[Task material — start]
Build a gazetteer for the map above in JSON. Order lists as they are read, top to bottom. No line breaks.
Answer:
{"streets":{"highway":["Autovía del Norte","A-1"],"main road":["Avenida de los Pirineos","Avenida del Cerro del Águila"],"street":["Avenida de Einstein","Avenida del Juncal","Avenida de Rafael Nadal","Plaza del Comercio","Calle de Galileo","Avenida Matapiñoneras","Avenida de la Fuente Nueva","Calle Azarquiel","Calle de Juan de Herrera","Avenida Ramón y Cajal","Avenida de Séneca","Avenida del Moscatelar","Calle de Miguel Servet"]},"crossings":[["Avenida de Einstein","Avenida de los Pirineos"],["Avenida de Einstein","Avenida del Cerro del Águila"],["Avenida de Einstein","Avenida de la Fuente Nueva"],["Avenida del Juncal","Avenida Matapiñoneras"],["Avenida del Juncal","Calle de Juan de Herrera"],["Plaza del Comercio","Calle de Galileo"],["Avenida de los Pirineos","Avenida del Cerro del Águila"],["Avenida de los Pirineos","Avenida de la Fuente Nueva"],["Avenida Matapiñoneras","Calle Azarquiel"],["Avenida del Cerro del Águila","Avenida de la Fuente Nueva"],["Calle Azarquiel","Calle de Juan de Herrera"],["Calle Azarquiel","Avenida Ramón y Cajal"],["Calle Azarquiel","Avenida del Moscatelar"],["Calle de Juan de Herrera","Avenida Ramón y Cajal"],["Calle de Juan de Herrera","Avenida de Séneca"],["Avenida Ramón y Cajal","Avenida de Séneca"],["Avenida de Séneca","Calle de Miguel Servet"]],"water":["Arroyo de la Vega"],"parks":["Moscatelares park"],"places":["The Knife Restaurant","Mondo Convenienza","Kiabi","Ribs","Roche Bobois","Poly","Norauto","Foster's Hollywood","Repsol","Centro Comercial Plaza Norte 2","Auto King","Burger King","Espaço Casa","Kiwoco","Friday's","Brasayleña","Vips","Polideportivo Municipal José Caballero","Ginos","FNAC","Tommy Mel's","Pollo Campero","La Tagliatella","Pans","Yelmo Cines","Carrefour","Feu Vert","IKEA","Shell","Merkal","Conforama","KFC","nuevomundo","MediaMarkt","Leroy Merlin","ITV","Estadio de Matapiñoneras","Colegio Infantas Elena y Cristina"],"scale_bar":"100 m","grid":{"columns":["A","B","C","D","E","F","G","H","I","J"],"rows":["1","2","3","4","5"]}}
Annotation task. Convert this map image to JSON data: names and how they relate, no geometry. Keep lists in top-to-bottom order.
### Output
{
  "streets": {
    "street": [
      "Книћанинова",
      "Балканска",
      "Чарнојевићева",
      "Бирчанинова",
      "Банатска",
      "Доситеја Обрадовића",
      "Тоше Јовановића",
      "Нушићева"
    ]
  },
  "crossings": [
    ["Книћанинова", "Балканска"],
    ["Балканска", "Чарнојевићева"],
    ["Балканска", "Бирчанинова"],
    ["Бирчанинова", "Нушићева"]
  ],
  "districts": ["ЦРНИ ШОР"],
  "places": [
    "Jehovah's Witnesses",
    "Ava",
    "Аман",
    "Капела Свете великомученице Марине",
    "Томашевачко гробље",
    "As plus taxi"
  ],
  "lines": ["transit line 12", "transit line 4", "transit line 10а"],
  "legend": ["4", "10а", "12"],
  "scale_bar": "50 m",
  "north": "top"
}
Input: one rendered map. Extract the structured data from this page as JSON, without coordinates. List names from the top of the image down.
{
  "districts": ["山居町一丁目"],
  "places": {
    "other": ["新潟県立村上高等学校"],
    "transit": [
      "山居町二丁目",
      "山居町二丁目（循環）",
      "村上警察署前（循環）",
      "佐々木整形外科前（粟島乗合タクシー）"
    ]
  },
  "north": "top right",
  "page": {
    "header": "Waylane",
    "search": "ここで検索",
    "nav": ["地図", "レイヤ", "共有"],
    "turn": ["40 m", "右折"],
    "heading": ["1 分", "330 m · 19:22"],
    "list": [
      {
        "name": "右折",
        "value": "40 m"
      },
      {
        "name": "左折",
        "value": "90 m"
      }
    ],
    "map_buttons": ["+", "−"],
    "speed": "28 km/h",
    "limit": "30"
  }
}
[Task material — finish]
Work task: Could you return all of the data exactly as written?

Output of the exercise:
Build a gazetteer for the map above in JSON. Order lists as they are read, top to bottom. No line breaks.
Answer:
{"streets":{"highway":["Autovía del Norte","A-1"],"main road":["Avenida de los Pirineos","Avenida del Cerro del Águila"],"street":["Avenida de Einstein","Avenida del Juncal","Avenida de Rafael Nadal","Plaza del Comercio","Calle de Galileo","Avenida Matapiñoneras","Avenida de la Fuente Nueva","Calle Azarquiel","Calle de Juan de Herrera","Avenida Ramón y Cajal","Avenida de Séneca","Avenida del Moscatelar","Calle de Miguel Servet"]},"crossings":[["Avenida de Einstein","Avenida de los Pirineos"],["Avenida de Einstein","Avenida del Cerro del Águila"],["Avenida de Einstein","Avenida de la Fuente Nueva"],["Avenida del Juncal","Avenida Matapiñoneras"],["Avenida del Juncal","Calle de Juan de Herrera"],["Plaza del Comercio","Calle de Galileo"],["Avenida de los Pirineos","Avenida del Cerro del Águila"],["Avenida de los Pirineos","Avenida de la Fuente Nueva"],["Avenida Matapiñoneras","Calle Azarquiel"],["Avenida del Cerro del Águila","Avenida de la Fuente Nueva"],["Calle Azarquiel","Calle de Juan de Herrera"],["Calle Azarquiel","Avenida Ramón y Cajal"],["Calle Azarquiel","Avenida del Moscatelar"],["Calle de Juan de Herrera","Avenida Ramón y Cajal"],["Calle de Juan de Herrera","Avenida de Séneca"],["Avenida Ramón y Cajal","Avenida de Séneca"],["Avenida de Séneca","Calle de Miguel Servet"]],"water":["Arroyo de la Vega"],"parks":["Moscatelares park"],"places":["The Knife Restaurant","Mondo Convenienza","Kiabi","Ribs","Roche Bobois","Poly","Norauto","Foster's Hollywood","Repsol","Centro Comercial Plaza Norte 2","Auto King","Burger King","Espaço Casa","Kiwoco","Friday's","Brasayleña","Vips","Polideportivo Municipal José Caballero","Ginos","FNAC","Tommy Mel's","Pollo Campero","La Tagliatella","Pans","Yelmo Cines","Carrefour","Feu Vert","IKEA","Shell","Merkal","Conforama","KFC","nuevomundo","MediaMarkt","Leroy Merlin","ITV","Estadio de Matapiñoneras","Colegio Infantas Elena y Cristina"],"scale_bar":"100 m","grid":{"columns":["A","B","C","D","E","F","G","H","I","J"],"rows":["1","2","3","4","5"]}}
Annotation task. Convert this map image to JSON data: names and how they relate, no geometry. Keep lists in top-to-bottom order.
### Output
{
  "streets": {
    "street": [
      "Книћанинова",
      "Балканска",
      "Чарнојевићева",
      "Бирчанинова",
      "Банатска",
      "Доситеја Обрадовића",
      "Тоше Јовановића",
      "Нушићева"
    ]
  },
  "crossings": [
    ["Книћанинова", "Балканска"],
    ["Балканска", "Чарнојевићева"],
    ["Балканска", "Бирчанинова"],
    ["Бирчанинова", "Нушићева"]
  ],
  "districts": ["ЦРНИ ШОР"],
  "places": [
    "Jehovah's Witnesses",
    "Ava",
    "Аман",
    "Капела Свете великомученице Марине",
    "Томашевачко гробље",
    "As plus taxi"
  ],
  "lines": ["transit line 12", "transit line 4", "transit line 10а"],
  "legend": ["4", "10а", "12"],
  "scale_bar": "50 m",
  "north": "top"
}
Input: one rendered map. Extract the structured data from this page as JSON, without coordinates. List names from the top of the image down.
{
  "districts": ["山居町一丁目"],
  "places": {
    "other": ["新潟県立村上高等学校"],
    "transit": [
      "山居町二丁目",
      "山居町二丁目（循環）",
      "村上警察署前（循環）",
      "佐々木整形外科前（粟島乗合タクシー）"
    ]
  },
  "north": "top right",
  "page": {
    "header": "Waylane",
    "search": "ここで検索",
    "nav": ["地図", "レイヤ", "共有"],
    "turn": ["40 m", "右折"],
    "heading": ["1 分", "330 m · 19:22"],
    "list": [
      {
        "name": "右折",
        "value": "40 m"
      },
      {
        "name": "左折",
        "value": "90 m"
      }
    ],
    "map_buttons": ["+", "−"],
    "speed": "28 km/h",
    "limit": "30"
  }
}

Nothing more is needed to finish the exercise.